Totally agree with Peter Boockvar here:
Two more things post Powell presser. The Fed Chair said that three years of no rates hikes in their estimates, assuming all else equal, is essentially forward guidance and he expressed his view that this is a “powerful” stimulus. I’ll express again my belief that it is actually the exact opposite. The whole point of stimulus is to stimulate economic behavior to happen today instead of waiting until tomorrow. Telling us that rates will stay low seemingly forever creates NO sense of urgency to act now. Thus, it is an economic depressant instead. Just look at the experiments of the BoJ, ECB and the US under Bernanke and Yellen and the anemic growth rates seen under the same monetary thesis.
Josh here – Imagine a car dealership:
For the next two weeks, zero dollars down and zero percent financing on a new Yukon! Act now, offer expires September 30th!
Or…
Zero percent financing pretty much forever. Come on in anytime you want between now and 2023!

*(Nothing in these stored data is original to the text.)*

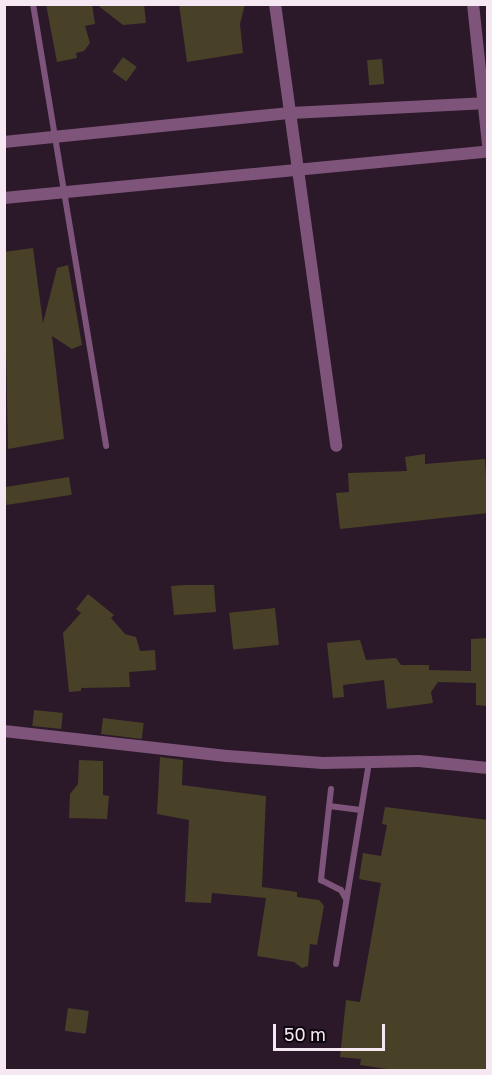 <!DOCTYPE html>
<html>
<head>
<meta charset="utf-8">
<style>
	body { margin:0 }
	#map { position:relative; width:492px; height:1075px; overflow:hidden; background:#2b1929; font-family:"Golos Text",sans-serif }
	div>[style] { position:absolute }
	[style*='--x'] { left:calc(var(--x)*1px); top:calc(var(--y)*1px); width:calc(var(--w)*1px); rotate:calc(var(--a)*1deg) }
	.building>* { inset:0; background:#484128; transform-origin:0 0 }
	.lane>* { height:6px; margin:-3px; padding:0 3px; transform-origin:3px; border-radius:3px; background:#7f547b }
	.street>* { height:12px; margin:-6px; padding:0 6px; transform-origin:6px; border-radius:6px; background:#7f547b }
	span { translate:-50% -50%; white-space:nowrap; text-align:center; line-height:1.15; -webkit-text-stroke:5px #0f070e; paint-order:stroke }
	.frame { position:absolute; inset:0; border:6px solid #f5e8f3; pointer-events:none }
	.scale { position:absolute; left:273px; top:1024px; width:112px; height:27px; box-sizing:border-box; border:3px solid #f5e8f3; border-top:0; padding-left:8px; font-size:18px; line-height:21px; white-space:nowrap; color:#f5e8f3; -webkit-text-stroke:4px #0f070e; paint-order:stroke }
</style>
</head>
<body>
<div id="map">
	<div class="building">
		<i style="clip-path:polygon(46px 4px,92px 4px,95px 24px,85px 26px,90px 43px,84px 51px,76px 53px,77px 58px,57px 62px)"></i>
		<i style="clip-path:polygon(96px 4px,144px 4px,146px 23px,123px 25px)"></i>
		<i style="clip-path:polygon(179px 4px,245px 4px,240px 24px,243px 53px,187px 62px)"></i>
		<i style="left:123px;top:57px;width:17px;height:18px;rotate:36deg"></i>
		<i style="left:382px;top:59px;width:25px;height:15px;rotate:85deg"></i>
		<i style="clip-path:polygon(33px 248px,43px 323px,57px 268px,68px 265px,82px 345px,72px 349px,52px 336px,64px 439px,8px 449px,4px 252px)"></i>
		<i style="clip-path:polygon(425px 454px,425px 464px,485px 459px,488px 513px,340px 529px,336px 493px,349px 492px,348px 473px,407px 471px,405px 457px)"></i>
		<i style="left:69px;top:477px;width:18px;height:66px;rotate:81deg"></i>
		<i style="clip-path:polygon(185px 585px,214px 585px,216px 612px,174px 615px,171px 586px)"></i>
		<i style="clip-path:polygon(88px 594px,114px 615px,111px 618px,125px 634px,136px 637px,140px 651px,155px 650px,156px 670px,129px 672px,130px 687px,81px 688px,81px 691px,69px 692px,63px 633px,81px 613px,76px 609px)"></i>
		<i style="left:275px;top:608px;width:37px;height:46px;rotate:84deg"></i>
		<i style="clip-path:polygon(488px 638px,488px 706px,476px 705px,476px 683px,438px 682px,431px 692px,433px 703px,387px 709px,384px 680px,343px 685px,344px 697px,333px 698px,327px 643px,360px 640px,366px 660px,396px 658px,401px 665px,429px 665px,429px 670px,471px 671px,471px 639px)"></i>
		<i style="left:34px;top:710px;width:29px;height:16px;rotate:6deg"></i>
		<i style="left:103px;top:718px;width:41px;height:16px;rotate:7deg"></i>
		<i style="clip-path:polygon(160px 757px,183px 760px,182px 785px,266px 796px,262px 887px,297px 892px,297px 897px,319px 900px,324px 906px,317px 945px,310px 944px,308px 966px,302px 968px,294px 962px,257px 956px,266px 898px,212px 893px,211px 903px,185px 902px,189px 820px,157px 814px)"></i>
		<i style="clip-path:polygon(79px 760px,103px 761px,103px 795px,109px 796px,107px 819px,69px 818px,70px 794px,78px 784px)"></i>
		<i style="clip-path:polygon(385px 807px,488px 820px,488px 1071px,400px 1071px,360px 1065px,361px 1059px,340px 1057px,346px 1000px,360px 1002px,381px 883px,359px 879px,363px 853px,381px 856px,387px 825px,382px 824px)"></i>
		<i style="left:68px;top:1008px;width:21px;height:23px;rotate:8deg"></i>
	</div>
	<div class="lane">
		<i style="--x:33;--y:4;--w:448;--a:80.6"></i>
		<i style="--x:331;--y:789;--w:92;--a:96.3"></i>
		<i style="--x:321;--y:880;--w:22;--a:27"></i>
		<i style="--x:341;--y:890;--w:10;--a:61"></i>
		<i style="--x:329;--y:806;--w:32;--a:7"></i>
		<i style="--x:336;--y:964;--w:205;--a:-80.7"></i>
	</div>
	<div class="street">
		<i style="--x:275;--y:4;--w:446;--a:82.1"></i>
		<i style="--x:473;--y:4;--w:142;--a:83.9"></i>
		<i style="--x:4;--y:142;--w:288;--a:-5.8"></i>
		<i style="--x:291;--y:113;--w:197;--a:-2.9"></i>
		<i style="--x:4;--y:198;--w:486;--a:-5.5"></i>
		<i style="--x:4;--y:731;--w:224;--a:6.4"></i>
		<i style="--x:227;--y:756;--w:96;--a:4.2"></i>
		<i style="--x:323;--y:763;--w:96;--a:-1.2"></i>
		<i style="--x:419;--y:761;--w:69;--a:5.8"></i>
	</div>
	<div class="frame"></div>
	<div class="scale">50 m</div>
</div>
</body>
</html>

Which presentation brings in more economic activity to the dealership? Using monetary policy as a form of economic stimulus works along the same lines. Or, at least, it’s assumed to work along the same lines. Giving people a sense that there’s no rush to do anything works precisely counter to the Fed’s intent. Better off adopting the Greenspanese pronouncements where no one’s exactly sure of what you’re saying. That sphinx-like motherf***er could produce economic bubbles at will – with his eyes closed (literally!).
The good news is, the housing market is already going wild as is corporate borrowing so whatever.